*Dataset entries*

────────────────────────────────────────

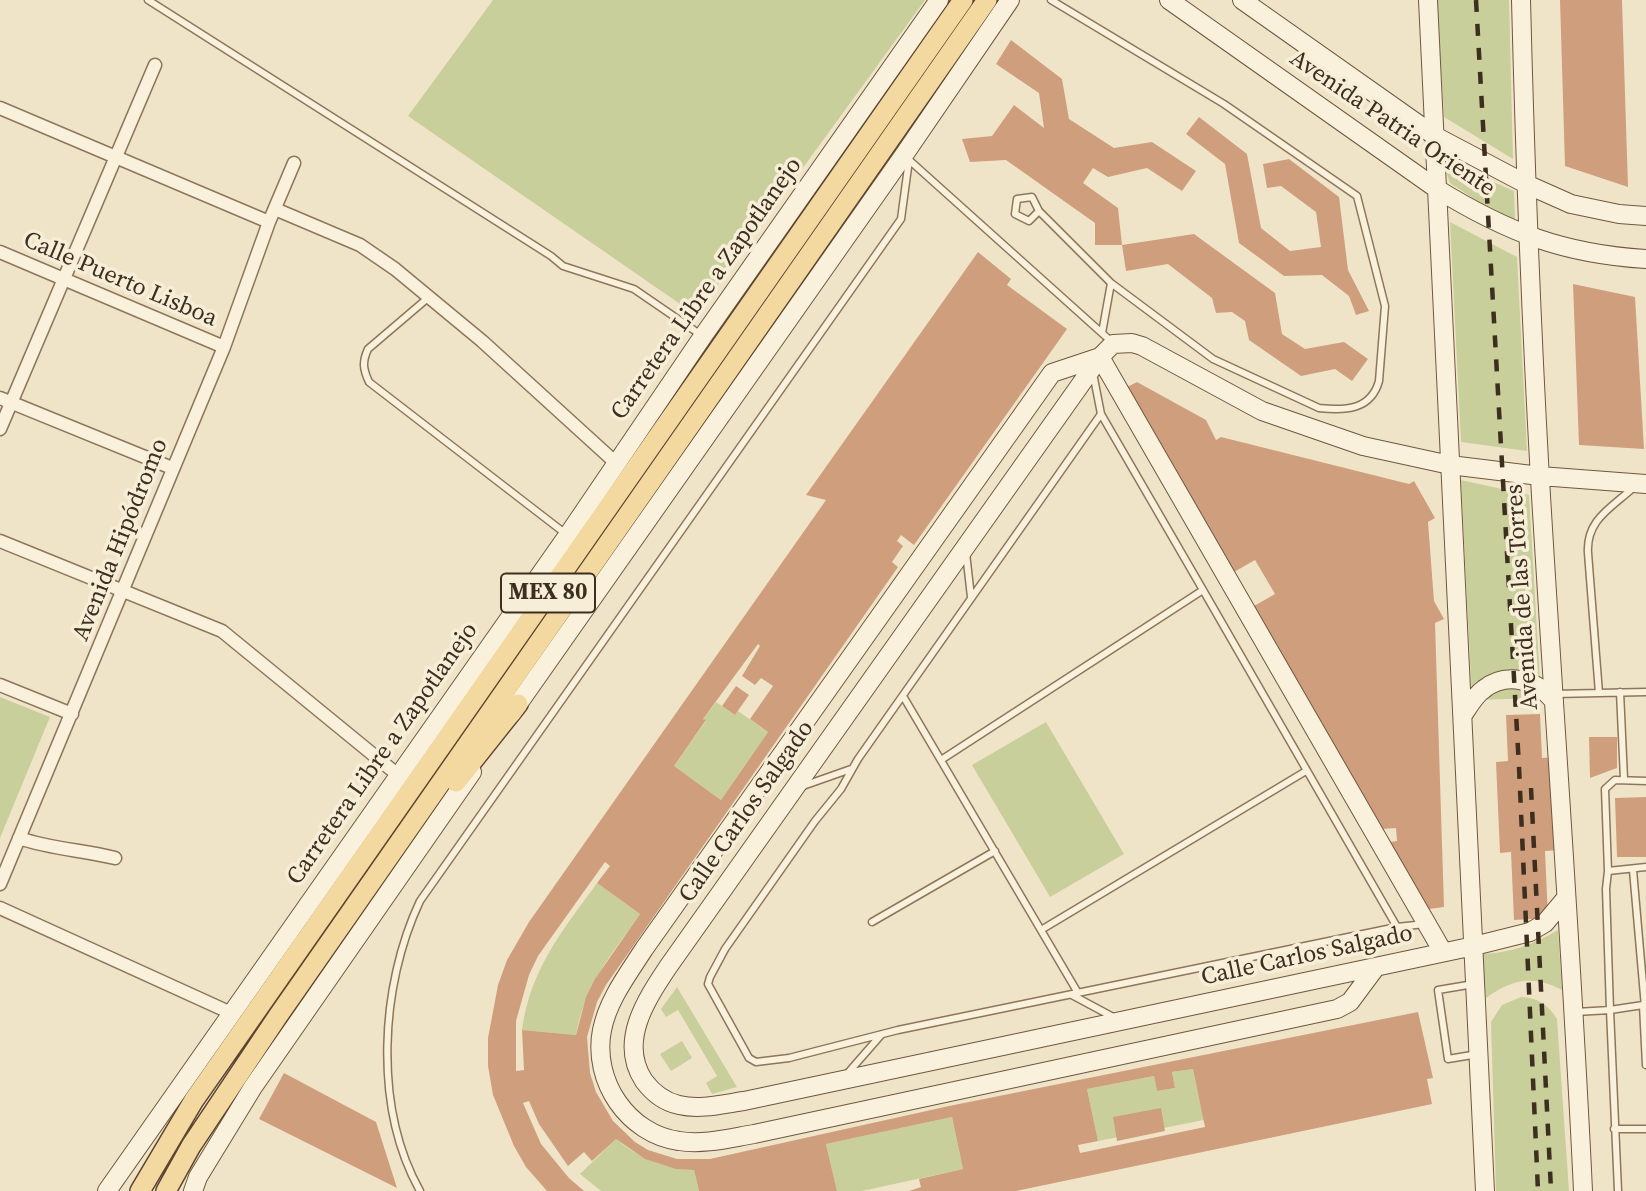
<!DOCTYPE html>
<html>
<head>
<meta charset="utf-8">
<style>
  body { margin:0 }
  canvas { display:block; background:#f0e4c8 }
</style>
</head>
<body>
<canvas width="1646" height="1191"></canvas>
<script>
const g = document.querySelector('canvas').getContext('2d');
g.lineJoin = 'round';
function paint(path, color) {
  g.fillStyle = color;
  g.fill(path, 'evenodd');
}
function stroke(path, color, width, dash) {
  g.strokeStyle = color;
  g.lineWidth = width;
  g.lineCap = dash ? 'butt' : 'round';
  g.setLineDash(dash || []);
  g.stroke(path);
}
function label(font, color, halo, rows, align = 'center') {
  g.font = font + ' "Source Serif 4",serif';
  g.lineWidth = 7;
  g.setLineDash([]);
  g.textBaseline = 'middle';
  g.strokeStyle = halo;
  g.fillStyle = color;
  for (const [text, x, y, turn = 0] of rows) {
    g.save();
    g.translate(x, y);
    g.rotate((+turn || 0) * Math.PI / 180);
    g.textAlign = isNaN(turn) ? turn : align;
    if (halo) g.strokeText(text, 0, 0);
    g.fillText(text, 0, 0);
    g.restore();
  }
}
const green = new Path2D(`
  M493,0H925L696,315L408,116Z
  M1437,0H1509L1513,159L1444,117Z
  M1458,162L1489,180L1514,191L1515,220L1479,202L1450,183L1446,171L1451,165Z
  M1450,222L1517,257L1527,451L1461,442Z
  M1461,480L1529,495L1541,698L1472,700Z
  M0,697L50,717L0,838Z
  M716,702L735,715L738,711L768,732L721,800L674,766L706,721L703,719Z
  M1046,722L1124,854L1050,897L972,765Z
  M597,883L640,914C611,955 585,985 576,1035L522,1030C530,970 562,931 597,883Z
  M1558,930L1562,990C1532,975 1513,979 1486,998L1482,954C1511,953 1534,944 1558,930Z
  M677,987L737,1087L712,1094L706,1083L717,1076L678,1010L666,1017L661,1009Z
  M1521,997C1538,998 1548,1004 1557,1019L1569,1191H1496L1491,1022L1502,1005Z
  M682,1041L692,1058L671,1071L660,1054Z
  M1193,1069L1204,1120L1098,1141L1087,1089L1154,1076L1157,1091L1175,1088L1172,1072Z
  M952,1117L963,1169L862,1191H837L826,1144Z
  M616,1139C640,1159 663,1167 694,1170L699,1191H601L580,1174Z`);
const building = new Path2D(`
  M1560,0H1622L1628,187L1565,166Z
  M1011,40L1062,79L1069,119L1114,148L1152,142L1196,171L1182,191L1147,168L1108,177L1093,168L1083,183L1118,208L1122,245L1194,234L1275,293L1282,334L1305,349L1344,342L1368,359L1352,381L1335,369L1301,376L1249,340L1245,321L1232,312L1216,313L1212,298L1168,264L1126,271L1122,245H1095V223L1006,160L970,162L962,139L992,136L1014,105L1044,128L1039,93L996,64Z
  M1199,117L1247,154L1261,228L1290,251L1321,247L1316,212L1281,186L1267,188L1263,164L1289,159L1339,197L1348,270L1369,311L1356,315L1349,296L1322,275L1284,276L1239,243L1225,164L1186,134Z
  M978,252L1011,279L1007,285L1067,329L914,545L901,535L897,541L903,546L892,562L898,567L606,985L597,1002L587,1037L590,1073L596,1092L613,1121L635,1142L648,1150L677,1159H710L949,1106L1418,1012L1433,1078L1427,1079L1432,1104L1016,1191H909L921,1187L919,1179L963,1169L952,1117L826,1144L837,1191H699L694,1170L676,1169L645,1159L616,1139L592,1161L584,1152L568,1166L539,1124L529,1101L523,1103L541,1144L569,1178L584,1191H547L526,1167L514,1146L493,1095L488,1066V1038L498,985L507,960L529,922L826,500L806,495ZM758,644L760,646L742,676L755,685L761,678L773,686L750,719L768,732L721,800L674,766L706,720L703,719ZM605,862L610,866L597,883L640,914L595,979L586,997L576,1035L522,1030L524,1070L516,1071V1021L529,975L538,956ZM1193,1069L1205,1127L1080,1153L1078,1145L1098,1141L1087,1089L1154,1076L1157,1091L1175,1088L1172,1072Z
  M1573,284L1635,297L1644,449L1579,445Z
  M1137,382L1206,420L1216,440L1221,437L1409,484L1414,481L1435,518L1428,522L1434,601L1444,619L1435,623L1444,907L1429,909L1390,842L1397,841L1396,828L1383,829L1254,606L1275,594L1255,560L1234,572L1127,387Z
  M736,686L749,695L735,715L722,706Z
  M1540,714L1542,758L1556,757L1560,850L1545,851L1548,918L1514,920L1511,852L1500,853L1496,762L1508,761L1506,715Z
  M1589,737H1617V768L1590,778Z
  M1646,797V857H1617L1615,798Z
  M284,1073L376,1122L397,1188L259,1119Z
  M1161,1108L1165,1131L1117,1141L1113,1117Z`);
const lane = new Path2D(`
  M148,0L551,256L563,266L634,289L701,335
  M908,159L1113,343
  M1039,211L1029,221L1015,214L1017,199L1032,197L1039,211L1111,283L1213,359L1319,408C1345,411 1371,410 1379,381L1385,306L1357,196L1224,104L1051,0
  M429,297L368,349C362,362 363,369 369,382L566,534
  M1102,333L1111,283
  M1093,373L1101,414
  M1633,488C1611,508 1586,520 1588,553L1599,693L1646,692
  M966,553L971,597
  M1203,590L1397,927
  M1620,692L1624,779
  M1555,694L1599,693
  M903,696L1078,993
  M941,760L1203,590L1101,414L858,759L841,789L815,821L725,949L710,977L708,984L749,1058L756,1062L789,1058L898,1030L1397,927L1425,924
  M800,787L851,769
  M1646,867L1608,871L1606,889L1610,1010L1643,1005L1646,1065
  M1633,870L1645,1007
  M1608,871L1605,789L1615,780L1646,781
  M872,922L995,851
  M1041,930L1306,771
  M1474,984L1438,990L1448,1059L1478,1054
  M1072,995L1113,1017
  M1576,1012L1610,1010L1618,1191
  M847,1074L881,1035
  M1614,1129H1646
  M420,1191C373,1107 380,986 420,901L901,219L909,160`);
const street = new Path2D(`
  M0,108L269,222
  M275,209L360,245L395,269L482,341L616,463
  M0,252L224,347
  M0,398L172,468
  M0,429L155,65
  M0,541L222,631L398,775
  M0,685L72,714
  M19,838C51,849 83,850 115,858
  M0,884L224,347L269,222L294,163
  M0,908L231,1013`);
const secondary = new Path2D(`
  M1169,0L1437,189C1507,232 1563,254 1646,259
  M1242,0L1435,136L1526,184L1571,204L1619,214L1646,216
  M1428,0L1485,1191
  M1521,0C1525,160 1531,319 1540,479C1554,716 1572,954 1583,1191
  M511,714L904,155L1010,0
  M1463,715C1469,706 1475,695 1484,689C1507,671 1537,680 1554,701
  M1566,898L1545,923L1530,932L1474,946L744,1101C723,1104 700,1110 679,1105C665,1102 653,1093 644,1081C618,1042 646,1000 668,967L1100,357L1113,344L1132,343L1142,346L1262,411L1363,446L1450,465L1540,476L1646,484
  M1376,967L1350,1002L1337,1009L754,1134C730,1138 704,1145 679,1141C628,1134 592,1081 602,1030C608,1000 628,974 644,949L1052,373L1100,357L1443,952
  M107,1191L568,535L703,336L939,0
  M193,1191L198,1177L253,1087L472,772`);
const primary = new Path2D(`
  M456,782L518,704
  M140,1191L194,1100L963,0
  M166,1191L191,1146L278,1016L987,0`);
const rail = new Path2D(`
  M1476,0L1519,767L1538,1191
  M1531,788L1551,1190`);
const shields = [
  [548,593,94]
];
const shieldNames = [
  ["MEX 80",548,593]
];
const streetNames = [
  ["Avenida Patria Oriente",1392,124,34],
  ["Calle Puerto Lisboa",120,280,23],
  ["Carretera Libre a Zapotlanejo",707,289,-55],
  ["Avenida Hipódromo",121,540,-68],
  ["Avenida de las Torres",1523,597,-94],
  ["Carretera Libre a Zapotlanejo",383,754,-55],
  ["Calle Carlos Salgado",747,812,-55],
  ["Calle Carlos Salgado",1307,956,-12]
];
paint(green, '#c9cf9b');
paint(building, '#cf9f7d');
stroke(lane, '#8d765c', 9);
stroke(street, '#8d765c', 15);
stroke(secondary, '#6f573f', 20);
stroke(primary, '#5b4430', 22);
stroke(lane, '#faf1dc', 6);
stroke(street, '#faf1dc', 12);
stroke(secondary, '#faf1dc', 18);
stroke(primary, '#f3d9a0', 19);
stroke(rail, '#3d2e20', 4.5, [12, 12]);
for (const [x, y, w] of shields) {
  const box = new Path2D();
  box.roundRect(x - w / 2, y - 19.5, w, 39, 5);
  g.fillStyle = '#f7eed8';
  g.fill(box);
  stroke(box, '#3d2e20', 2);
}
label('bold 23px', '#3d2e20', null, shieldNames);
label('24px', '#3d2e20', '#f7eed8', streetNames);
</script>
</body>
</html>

────────────────────────────────────────

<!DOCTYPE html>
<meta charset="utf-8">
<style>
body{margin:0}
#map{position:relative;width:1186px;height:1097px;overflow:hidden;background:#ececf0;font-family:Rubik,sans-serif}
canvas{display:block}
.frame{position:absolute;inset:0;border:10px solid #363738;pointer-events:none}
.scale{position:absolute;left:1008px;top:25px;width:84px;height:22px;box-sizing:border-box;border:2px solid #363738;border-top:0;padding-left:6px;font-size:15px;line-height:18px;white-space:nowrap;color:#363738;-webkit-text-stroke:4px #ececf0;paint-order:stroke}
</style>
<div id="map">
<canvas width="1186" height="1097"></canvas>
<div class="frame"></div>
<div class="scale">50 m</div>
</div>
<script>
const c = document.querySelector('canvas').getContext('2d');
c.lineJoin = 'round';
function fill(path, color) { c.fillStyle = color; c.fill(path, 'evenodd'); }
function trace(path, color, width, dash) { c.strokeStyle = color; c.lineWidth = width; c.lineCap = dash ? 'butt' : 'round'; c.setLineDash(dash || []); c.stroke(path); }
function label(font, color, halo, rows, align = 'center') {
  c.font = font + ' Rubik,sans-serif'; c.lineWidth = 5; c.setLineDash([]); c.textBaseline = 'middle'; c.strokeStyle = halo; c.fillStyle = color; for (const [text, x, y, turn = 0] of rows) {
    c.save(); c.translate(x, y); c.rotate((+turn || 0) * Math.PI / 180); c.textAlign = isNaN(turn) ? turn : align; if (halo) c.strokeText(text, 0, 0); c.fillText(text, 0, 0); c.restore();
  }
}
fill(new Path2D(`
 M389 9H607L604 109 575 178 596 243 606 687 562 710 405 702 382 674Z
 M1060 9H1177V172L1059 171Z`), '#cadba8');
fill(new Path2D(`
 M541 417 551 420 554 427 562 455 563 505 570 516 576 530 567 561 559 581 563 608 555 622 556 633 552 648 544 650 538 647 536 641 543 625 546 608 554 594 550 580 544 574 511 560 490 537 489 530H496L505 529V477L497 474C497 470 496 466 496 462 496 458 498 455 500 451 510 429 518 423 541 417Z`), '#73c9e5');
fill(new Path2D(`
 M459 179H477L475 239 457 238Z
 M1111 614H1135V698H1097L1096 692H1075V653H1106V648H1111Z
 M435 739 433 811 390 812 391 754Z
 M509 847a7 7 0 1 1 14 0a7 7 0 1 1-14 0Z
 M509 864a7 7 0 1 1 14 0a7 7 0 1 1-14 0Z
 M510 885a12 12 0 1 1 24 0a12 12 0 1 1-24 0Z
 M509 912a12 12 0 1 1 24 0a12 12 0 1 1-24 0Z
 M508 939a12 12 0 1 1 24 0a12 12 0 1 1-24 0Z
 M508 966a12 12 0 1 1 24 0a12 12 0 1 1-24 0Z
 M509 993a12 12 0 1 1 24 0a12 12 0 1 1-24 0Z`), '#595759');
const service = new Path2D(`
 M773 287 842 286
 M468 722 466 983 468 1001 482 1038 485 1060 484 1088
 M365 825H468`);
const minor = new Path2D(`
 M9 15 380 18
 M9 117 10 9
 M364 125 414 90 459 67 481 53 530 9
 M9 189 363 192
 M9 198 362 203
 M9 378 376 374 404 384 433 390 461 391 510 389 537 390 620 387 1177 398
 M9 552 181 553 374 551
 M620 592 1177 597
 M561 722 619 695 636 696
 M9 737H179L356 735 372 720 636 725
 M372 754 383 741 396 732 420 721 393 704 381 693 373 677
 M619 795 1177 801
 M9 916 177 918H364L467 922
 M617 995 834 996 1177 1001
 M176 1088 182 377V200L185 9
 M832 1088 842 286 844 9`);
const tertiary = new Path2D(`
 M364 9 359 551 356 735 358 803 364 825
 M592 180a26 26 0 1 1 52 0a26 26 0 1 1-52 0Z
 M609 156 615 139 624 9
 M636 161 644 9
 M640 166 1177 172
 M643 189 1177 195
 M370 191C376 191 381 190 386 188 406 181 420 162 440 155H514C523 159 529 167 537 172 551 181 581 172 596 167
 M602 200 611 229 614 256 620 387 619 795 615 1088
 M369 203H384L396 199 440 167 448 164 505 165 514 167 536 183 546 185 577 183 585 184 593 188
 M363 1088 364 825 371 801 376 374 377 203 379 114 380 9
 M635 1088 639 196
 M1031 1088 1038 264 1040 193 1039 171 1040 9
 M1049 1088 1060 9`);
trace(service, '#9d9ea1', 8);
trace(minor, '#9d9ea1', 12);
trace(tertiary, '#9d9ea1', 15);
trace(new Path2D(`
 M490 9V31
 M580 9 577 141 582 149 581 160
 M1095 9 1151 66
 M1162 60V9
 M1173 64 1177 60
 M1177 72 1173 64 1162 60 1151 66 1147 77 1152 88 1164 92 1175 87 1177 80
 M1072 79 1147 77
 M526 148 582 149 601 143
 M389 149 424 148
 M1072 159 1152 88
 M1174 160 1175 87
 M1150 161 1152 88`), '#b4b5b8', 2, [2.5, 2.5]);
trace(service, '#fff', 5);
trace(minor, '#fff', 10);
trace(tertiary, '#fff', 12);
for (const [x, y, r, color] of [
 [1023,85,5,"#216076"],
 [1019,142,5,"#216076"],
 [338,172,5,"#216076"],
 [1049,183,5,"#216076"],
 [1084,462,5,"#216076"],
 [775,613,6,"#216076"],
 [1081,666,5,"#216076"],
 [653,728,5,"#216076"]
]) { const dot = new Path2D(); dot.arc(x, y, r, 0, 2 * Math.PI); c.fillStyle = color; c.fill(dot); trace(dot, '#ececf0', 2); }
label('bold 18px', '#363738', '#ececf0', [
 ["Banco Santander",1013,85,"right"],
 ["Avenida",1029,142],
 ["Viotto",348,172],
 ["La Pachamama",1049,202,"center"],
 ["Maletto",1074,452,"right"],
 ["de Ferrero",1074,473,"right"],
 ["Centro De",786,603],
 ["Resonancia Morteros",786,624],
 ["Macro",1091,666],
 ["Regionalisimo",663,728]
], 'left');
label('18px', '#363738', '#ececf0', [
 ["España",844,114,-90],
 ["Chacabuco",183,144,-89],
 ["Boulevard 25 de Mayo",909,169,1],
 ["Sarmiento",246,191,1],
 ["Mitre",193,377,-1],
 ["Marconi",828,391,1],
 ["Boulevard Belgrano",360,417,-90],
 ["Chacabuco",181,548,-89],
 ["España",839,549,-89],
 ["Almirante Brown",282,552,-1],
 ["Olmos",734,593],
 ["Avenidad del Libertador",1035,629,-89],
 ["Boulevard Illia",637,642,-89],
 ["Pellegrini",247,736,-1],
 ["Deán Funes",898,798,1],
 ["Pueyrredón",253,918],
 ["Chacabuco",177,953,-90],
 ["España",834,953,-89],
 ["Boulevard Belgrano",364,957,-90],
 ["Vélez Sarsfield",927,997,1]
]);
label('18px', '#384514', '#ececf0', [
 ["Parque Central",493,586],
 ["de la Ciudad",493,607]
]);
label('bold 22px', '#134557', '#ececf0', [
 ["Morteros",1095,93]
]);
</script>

────────────────────────────────────────

Look above for the line holding "g.rotate((+turn || 0) * Math.PI / 180);", then set down exactly that line and every line after it up to and including the line holding "M1450,222L1517,257L1527,451L1461,442Z", with nothing else.

    g.rotate((+turn || 0) * Math.PI / 180);
    g.textAlign = isNaN(turn) ? turn : align;
    if (halo) g.strokeText(text, 0, 0);
    g.fillText(text, 0, 0);
    g.restore();
  }
}
const green = new Path2D(`
  M493,0H925L696,315L408,116Z
  M1437,0H1509L1513,159L1444,117Z
  M1458,162L1489,180L1514,191L1515,220L1479,202L1450,183L1446,171L1451,165Z
  M1450,222L1517,257L1527,451L1461,442Z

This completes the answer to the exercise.